The Huawei generation of Chinese tech companies were rightly challenged for being actively promoted by the Chinese government support in scaling their business. But one cannot say the same about DeepSeek generation startups. There is no government subsidy or support to speak of.

To achieve a substantially low cost foundation model that rivals OpenAI is truly a wake up call with a much bigger impact than that achieved by a generation of companies belonging to Huawei era. However the experience of companies from preceding tech generation can potentially complement the strengths of new AI startup ecosystem in China.

Chinese AI companies are challenged by the lack of access to AI optimised chips till the ecosystem evolves domestically. Huawei is one of the companies that has a chip offering – optimised for the telecom apps. DeepSeek actually already runs inference on Huawei chips. What are the odds of two challengers to global incumbents from two different generations collaborating on technology?

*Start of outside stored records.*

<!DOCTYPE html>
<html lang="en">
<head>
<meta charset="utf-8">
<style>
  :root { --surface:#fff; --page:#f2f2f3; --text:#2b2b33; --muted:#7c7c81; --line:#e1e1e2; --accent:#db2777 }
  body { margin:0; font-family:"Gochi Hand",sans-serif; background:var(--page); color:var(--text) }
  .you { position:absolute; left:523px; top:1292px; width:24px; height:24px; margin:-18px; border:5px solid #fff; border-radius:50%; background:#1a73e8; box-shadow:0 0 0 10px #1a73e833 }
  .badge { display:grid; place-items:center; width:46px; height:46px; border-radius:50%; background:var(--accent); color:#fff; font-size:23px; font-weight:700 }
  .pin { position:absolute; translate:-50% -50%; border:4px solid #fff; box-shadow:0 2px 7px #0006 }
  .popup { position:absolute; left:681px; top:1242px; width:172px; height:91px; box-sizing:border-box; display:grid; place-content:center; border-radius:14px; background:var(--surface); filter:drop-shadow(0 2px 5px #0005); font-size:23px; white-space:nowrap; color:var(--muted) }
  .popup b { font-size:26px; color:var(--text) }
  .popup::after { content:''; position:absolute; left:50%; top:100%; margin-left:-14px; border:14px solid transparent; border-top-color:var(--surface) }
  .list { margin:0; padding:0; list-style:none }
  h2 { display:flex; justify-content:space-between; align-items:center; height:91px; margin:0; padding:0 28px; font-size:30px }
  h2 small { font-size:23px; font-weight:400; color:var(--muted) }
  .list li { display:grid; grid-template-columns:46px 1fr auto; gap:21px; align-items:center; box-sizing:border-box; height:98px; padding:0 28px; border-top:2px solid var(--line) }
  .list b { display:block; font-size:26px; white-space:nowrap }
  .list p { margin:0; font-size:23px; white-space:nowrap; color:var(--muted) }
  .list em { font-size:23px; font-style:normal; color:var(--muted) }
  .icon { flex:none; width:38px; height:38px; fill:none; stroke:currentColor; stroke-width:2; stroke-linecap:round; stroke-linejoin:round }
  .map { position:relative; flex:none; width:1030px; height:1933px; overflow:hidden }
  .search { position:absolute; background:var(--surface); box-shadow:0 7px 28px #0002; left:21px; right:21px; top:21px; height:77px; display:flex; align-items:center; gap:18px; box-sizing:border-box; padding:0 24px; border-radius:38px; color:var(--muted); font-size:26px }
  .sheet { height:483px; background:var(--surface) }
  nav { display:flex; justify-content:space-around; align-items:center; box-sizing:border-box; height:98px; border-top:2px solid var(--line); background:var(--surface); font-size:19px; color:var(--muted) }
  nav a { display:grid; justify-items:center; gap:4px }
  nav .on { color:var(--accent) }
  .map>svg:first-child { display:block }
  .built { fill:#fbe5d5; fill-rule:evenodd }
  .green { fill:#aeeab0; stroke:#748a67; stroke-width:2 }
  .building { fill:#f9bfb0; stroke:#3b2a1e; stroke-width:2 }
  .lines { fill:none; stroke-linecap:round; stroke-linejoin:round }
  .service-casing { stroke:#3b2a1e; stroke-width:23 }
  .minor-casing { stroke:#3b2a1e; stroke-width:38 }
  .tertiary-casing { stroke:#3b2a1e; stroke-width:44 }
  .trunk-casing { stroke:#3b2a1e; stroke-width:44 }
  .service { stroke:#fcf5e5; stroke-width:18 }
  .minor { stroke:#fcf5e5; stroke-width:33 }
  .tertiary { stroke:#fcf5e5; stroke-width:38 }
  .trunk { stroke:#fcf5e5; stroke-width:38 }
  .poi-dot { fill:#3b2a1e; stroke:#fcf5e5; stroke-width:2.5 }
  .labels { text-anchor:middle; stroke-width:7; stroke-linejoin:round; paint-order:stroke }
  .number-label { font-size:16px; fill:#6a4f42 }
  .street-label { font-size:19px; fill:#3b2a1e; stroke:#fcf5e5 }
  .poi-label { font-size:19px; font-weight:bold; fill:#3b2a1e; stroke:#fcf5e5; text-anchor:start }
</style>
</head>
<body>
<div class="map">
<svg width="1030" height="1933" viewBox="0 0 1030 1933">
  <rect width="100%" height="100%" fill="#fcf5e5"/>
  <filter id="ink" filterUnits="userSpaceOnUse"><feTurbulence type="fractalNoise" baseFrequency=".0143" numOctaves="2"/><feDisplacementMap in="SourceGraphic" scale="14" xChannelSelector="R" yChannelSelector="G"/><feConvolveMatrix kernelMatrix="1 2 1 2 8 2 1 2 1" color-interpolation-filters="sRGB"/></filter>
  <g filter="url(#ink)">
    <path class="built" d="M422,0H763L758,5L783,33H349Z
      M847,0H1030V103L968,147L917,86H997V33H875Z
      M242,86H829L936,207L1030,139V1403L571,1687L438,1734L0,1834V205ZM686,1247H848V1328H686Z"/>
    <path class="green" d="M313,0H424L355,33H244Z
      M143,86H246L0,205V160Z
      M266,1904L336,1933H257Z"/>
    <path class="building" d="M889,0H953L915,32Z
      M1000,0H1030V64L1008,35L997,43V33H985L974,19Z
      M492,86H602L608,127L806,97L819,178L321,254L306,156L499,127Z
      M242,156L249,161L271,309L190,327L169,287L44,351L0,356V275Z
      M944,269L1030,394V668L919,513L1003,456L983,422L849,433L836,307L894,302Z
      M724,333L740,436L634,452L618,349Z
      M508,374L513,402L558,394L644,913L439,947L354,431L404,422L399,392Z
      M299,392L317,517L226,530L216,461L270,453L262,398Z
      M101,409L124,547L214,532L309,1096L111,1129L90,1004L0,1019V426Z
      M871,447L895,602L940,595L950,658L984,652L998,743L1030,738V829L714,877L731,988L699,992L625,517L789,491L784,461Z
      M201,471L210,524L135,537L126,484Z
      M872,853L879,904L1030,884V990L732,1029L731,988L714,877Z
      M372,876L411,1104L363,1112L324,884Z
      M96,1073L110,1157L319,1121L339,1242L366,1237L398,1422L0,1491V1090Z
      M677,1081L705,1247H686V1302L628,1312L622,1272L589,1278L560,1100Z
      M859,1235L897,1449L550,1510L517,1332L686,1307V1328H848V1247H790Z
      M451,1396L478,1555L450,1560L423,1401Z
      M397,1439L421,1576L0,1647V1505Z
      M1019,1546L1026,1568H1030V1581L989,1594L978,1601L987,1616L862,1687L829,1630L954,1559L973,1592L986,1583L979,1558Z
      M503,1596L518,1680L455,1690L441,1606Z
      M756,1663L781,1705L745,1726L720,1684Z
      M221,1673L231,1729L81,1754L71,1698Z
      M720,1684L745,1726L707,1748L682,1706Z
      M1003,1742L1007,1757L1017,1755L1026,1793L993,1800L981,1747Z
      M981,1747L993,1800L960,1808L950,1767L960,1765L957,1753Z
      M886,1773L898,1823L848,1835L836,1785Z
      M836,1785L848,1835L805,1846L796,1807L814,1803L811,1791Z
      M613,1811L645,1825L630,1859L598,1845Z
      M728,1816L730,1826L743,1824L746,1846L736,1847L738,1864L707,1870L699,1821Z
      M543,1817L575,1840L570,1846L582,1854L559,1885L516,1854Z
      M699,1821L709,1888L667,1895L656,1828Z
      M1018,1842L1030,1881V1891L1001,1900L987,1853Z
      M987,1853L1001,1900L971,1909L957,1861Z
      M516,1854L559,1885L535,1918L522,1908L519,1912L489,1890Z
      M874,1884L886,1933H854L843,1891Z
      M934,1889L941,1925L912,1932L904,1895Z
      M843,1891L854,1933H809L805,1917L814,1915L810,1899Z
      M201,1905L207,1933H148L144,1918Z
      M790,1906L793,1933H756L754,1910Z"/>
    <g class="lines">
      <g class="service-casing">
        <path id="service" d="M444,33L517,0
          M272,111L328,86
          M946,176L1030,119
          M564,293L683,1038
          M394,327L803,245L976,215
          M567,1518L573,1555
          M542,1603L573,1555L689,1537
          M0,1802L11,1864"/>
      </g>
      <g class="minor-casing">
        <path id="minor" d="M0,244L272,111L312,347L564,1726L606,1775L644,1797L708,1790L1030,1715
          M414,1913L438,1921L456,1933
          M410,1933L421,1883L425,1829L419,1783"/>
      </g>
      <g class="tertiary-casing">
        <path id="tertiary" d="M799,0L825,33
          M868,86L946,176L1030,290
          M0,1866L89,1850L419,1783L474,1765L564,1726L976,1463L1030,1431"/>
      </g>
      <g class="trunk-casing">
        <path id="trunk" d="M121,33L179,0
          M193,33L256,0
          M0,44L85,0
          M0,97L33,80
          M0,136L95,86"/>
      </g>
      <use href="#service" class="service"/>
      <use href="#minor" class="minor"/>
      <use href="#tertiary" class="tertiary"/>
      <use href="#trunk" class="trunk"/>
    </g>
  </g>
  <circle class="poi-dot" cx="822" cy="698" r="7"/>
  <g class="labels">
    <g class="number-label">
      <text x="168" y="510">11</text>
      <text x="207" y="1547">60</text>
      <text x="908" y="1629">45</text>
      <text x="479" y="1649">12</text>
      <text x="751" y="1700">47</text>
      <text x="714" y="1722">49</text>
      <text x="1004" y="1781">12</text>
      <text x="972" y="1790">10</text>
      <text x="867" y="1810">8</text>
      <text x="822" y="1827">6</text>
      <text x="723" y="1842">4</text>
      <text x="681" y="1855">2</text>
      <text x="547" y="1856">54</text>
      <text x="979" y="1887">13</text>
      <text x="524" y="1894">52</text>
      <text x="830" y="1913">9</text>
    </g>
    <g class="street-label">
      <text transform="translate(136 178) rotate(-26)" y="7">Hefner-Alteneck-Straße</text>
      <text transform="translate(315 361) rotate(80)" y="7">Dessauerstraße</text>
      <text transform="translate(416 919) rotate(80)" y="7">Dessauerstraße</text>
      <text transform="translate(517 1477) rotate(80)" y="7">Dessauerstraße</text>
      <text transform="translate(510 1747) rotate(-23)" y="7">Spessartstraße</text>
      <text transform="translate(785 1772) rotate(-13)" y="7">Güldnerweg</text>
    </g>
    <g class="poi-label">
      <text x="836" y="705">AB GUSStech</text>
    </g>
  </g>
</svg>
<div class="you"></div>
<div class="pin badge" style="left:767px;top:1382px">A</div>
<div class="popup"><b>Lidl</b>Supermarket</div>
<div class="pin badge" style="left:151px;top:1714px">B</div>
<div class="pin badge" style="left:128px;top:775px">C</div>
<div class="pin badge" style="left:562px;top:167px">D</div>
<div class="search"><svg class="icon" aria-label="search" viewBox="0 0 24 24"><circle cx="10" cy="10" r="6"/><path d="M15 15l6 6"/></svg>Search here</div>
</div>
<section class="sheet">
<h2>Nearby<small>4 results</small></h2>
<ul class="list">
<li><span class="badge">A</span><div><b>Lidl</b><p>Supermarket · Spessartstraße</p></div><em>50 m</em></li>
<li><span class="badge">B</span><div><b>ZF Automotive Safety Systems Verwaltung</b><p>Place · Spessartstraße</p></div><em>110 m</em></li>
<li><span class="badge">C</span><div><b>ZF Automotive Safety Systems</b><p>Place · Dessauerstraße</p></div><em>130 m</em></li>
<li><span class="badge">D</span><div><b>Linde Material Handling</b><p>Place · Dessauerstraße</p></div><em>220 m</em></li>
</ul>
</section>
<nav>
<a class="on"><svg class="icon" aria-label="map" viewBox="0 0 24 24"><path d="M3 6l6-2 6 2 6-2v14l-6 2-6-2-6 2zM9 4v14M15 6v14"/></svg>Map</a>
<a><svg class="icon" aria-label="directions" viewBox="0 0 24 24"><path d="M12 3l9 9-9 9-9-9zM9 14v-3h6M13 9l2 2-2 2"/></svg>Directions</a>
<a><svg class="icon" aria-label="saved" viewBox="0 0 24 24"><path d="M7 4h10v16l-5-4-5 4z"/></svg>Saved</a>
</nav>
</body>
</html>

DeepSeek can significantly lower down the development and operational costs for conversational AI apps developed in telecoms. As in other industry use cases, telcos will have more choice in terms of LLM partnerships. Where the customer scale does not exist – such as the scenarios involving local languages of smaller population groups – low cost models can help bridge the AI divide.

Another area in telecom where DeepSeek might have an impact is Voice AI. The company has not announced voice mode or speech recognition features yet. Once it does, the Voice AI industry will celebrate, I am sure.

The emergence of DeepSeek upon the AI landscape echoes the trajectory of Huawei in the telecom industry, underscoring the transformative power of cost efficiency in challenging established global players.

Just as Huawei disrupted the telecom market by slashing costs, DeepSeek seems poised to redefine the AI industry by demonstrating that AI models can be developed and deployed without huge amounts of computing power or energy consumption.